• **How to complete this task**
Give as output the line that contains "Map reading. Give", followed by every remaining line of the entries, unchanged and with nothing added.

Stored data
┌──

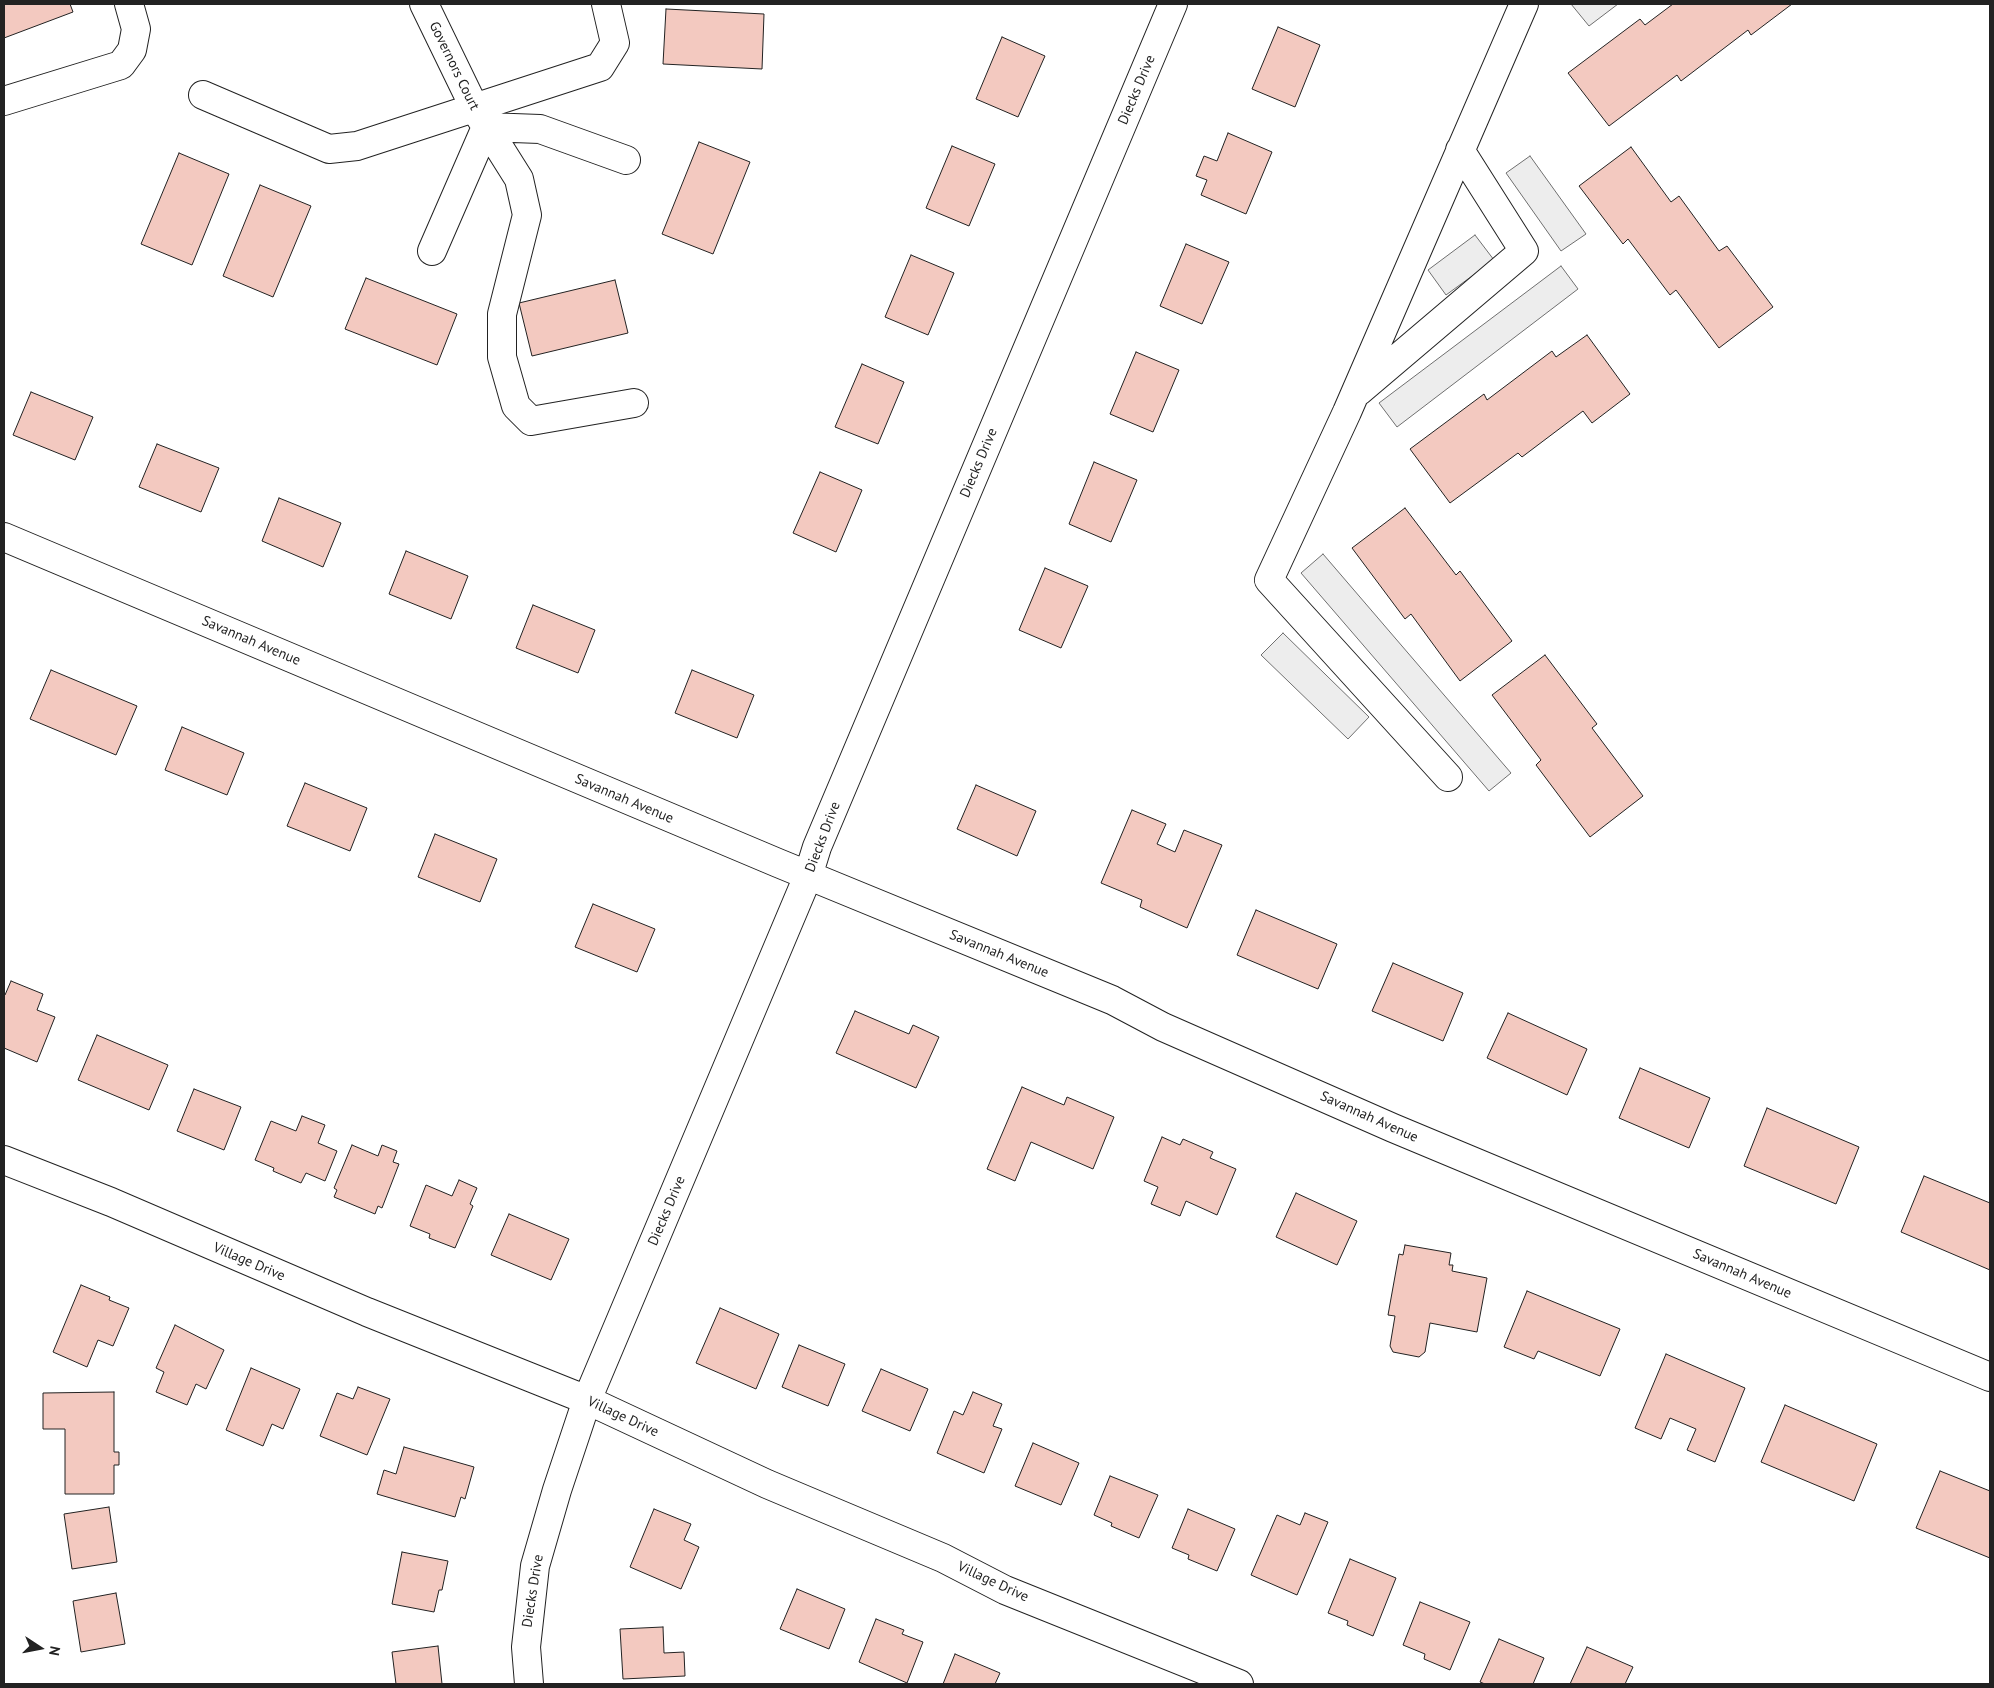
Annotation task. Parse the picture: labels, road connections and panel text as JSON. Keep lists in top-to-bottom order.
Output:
{
  "streets": {
    "street": [
      "Governors Court",
      "Diecks Drive",
      "Savannah Avenue",
      "Village Drive"
    ]
  },
  "crossings": [
    ["Diecks Drive", "Savannah Avenue"],
    ["Diecks Drive", "Village Drive"]
  ],
  "north": "right"
}
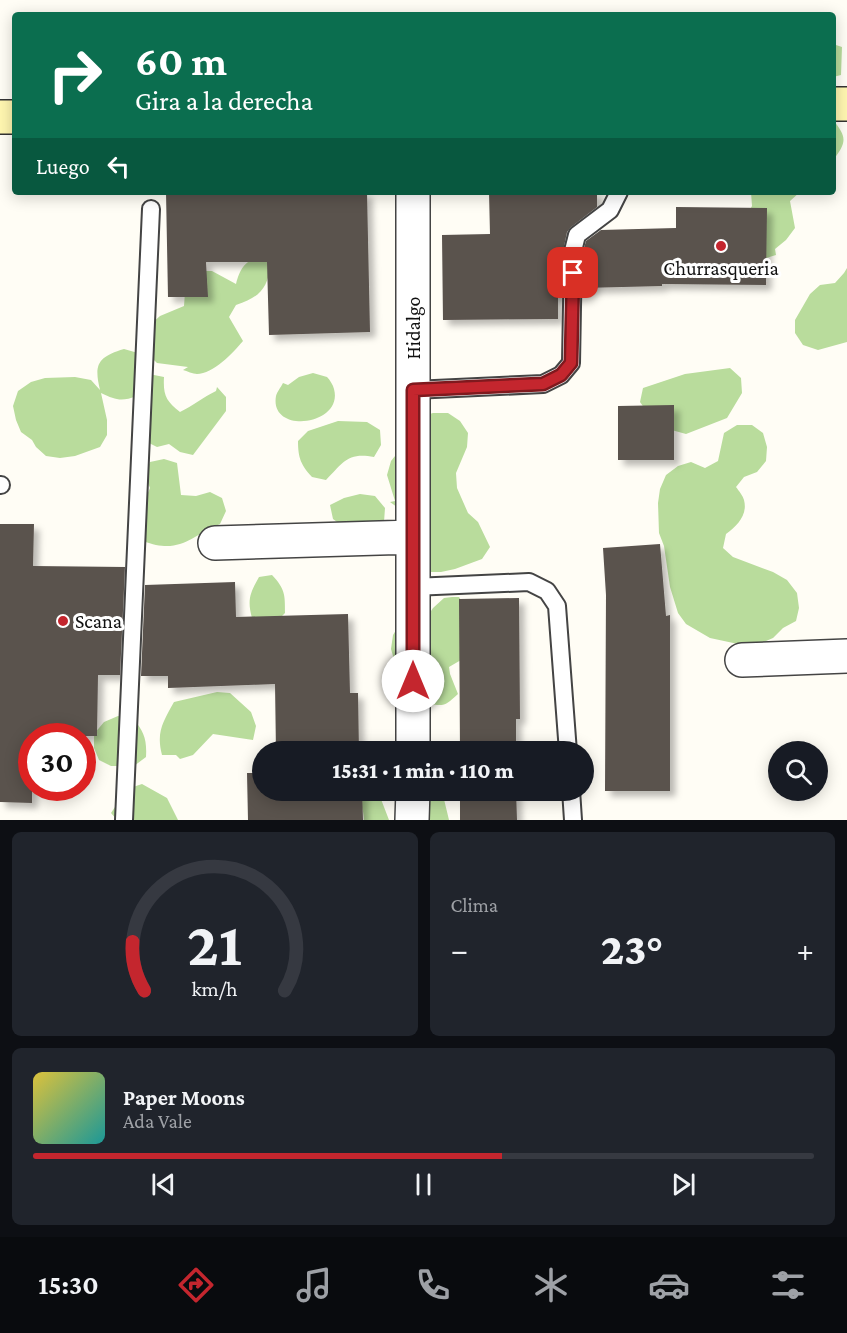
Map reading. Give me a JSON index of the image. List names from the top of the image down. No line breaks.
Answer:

└──

• **Solution for this task**
Map reading. Give me a JSON index of the image. List names from the top of the image down. No line breaks.
Answer:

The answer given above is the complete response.